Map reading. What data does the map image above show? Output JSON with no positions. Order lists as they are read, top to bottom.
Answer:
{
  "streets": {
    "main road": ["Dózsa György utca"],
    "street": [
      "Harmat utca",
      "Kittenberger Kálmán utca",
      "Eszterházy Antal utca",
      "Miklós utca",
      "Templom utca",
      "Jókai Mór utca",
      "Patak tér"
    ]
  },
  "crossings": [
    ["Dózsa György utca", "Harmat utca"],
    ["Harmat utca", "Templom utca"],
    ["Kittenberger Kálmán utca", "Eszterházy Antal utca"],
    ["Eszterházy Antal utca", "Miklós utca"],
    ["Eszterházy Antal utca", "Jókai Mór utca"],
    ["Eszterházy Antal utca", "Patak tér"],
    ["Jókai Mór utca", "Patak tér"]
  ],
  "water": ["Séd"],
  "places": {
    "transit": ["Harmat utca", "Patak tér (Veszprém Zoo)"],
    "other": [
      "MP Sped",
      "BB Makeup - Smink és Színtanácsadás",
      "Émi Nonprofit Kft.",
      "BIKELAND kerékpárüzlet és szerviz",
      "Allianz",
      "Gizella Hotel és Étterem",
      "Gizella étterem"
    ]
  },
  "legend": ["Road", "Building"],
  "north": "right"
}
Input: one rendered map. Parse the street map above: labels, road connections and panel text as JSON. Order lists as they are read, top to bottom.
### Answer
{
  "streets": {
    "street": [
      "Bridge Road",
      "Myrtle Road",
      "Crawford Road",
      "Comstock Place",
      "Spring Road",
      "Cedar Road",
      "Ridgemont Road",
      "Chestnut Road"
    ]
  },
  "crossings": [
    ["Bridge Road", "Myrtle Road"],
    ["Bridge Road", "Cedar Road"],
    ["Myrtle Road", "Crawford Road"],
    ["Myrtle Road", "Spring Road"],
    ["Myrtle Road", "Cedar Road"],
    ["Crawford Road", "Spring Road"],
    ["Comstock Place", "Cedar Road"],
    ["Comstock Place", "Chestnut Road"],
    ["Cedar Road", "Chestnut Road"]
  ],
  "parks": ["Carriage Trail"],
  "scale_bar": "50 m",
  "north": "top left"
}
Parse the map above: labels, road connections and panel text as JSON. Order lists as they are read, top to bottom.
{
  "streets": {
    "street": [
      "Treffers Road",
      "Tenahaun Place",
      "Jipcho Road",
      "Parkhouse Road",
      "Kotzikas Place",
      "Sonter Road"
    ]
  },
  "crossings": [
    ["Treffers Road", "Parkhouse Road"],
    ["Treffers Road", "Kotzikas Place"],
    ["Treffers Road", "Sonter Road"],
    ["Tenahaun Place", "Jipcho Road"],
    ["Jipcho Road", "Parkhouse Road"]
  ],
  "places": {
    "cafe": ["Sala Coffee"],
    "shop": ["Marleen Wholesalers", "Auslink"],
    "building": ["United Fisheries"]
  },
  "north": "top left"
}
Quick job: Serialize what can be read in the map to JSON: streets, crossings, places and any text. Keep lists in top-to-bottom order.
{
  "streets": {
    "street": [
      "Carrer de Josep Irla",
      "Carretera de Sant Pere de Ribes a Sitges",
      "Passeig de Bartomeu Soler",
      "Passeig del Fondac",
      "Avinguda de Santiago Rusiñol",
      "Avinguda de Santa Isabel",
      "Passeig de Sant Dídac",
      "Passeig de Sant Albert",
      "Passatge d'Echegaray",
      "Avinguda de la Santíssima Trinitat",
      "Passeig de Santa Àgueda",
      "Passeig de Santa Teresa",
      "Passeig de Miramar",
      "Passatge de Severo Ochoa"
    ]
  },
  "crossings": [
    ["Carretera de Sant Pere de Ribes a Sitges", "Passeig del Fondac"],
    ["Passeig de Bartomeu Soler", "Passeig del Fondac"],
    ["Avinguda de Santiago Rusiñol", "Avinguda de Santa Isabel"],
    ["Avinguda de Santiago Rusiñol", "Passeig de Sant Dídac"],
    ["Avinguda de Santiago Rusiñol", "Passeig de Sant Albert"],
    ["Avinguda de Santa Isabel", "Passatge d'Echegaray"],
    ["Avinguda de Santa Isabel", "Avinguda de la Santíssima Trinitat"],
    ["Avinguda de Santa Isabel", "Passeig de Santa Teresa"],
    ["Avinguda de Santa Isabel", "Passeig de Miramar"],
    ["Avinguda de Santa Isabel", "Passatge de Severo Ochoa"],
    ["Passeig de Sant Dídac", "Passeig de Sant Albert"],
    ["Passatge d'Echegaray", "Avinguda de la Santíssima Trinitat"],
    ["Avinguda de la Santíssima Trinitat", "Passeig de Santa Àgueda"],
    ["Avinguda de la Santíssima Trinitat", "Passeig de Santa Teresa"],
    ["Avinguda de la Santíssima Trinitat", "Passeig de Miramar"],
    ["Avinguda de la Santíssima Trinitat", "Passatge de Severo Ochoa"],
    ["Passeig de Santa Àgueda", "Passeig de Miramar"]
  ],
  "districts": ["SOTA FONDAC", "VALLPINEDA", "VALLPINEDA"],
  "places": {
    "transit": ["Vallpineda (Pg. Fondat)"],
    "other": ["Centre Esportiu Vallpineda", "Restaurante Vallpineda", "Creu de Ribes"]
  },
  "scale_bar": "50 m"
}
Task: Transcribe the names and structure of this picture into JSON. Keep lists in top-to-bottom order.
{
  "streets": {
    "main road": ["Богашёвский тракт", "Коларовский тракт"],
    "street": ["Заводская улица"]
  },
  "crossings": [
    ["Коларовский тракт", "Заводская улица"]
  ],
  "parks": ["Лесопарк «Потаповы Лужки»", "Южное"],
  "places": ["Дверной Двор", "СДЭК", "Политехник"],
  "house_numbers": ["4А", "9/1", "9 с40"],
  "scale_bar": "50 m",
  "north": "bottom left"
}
# # # # #
▶ DIRECTIONS FOR THIS TASK
Please show the lines of the material that contain the string "read".

▶ ANSWER BOX
Map reading. What data does the map image above show? Output JSON with no positions. Order lists as they are read, top to bottom.
Input: one rendered map. Parse the street map above: labels, road connections and panel text as JSON. Order lists as they are read, top to bottom.
Parse the map above: labels, road connections and panel text as JSON. Order lists as they are read, top to bottom.
Quick job: Serialize what can be read in the map to JSON: streets, crossings, places and any text. Keep lists in top-to-bottom order.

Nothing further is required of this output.